Robust models of the visual system are also critical. Alan Stocker developed a method that has proven to be influential in the field of visual neuroscience. He blends the statistics of Balasubramanian’s evolution-based approach while also considering Burge’s emphasis on how the eye performs with the system it has in place.  

“The visual system has adapted in both ways, not only in the way it interprets the truth from the information but also in the way it represents the information in our minds,” says Stocker.

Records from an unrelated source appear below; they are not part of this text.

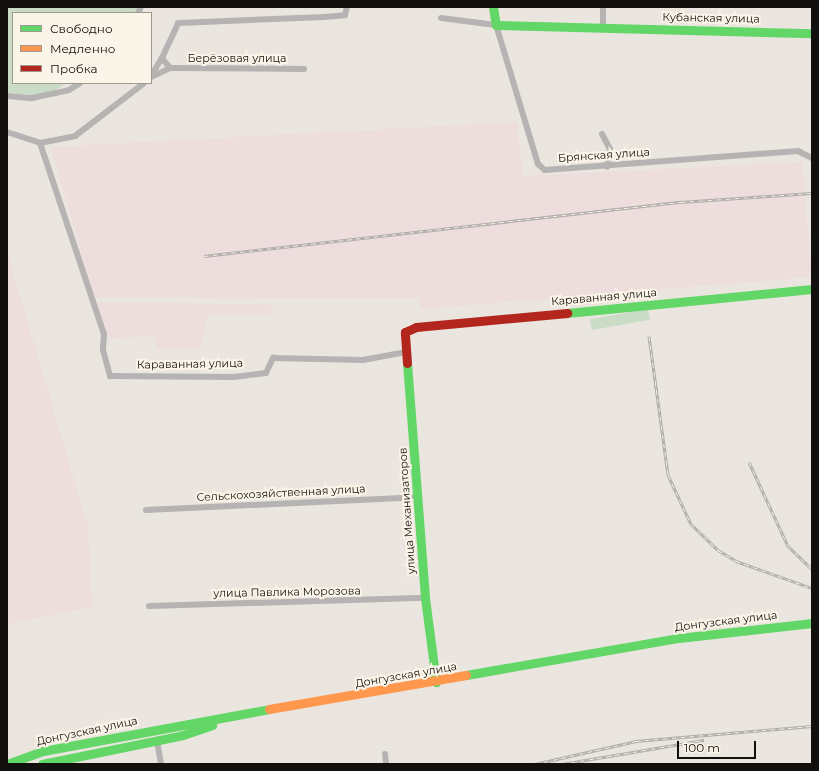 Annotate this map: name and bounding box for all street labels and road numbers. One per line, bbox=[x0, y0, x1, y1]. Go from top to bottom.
street label: Кубанская улица bbox=[662, 11, 760, 25]
street label: Берёзовая улица bbox=[188, 51, 286, 65]
street label: Брянская улица bbox=[558, 145, 650, 165]
street label: Караванная улица bbox=[551, 286, 657, 308]
street label: Караванная улица bbox=[137, 356, 243, 372]
street label: улица Механизаторов bbox=[396, 447, 418, 575]
street label: Сельскохозяйственная улица bbox=[196, 482, 366, 504]
street label: улица Павлика Морозова bbox=[213, 584, 361, 600]
street label: Донгузская улица bbox=[674, 608, 778, 634]
street label: Донгузская улица bbox=[354, 660, 458, 690]
street label: Донгузская улица bbox=[35, 714, 139, 748]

His model has proven to be quite effective in explaining the visual system’s biases in perceptual inference. 

When humans think they see an object, they inherently complete a mental picture of the object. “When I see an object, if I think it’s an apple then the features have to be consistent with that notion,” says Stocker. “We don’t perceive colors or shapes individually, we perceive them as parts of a whole.” 

All these examples of the research conducted by these professors have the potential to enhance a virtual experience. “Virtual reality is about how you create perceptions of things and the tricks that you can use to manipulate the visual environment to create this perception,” says Balasubramanian. “If you understand those tricks you can use them to your advantage as a virtual reality engineer.”  

David Brainard’s group is taking an indirect approach to the vision computation problem. Brainard is director of the Vision Research Center and co-director of the Computational Neuroscience Initiative at Penn. As well as working extensively to determine more about our perception of color, he has contributed to a number of the research efforts on visual neuroscience. He’s currently in the discovery stage on an experiment to create a fully computable model of the human eye. Brainard says, “Our motivation was to make the modeling more neurally realistic, so that we can ask questions such as how well can we train an artificial system embodying a precise model of the early visual system to accurately perceive object color despite variations in illumination.” 

“Although the advances in computing capability have made these new approaches possible, one of the big challenges with virtual reality is that faithfully recreating the images present on the back of the eye requires way more computing power and bandwidths than even the best computers have right now,” says Burge. A complimentary branch of vision research aims to directly understand the brain’s computations. 

Assistant Professor of Psychology Nicole Rust measures the electrical pulses of neurons in the brain as her subjects search through images to find one that matches a specific target object. After recording these pulses, her team looks to see how the visual information was processed in the brain by using those signals to recreate the task of their subject. “We are considering the patterns of responses across a population of these nerve cells and we are looking to see how these patterns change with different variables in these experiments,” says Rust. She found that when a subject observed a target match, there is a distinct pattern of neuron activity different from when they were looking at other images.  

Balasubramanian also conducts experiments to directly measure neural signals as they leave the retina. The aim of the direct measurements carried out by Rust and Balasubramanian is to identify the algorithms used to transcribe visual information to the brain. If they can understand vision at that level, researchers could unlock remarkable technologies like prosthetic eyes or robots with human-like vision.  

“We are unquestionably taking advantage of the power of computers,” says Rust. “There is very little that I do that I could analyze in an Excel spreadsheet.”  

But as Burge points out, for all their improvements in capability, a computer cannot outperform the processing power of a human brain. The tasks that the visual system allows the brain to perform are remarkable when you think about the limitations weighted against its success.  

“A lot of the job of the visual system is actually to throw away information, because you have an incredible amount coming to the eye from all the photons everywhere all the time,” says Balasubramanian. “In the end you have to whittle this information down to whatever it takes to perfectly swing a bat, just now, to hit a ball.”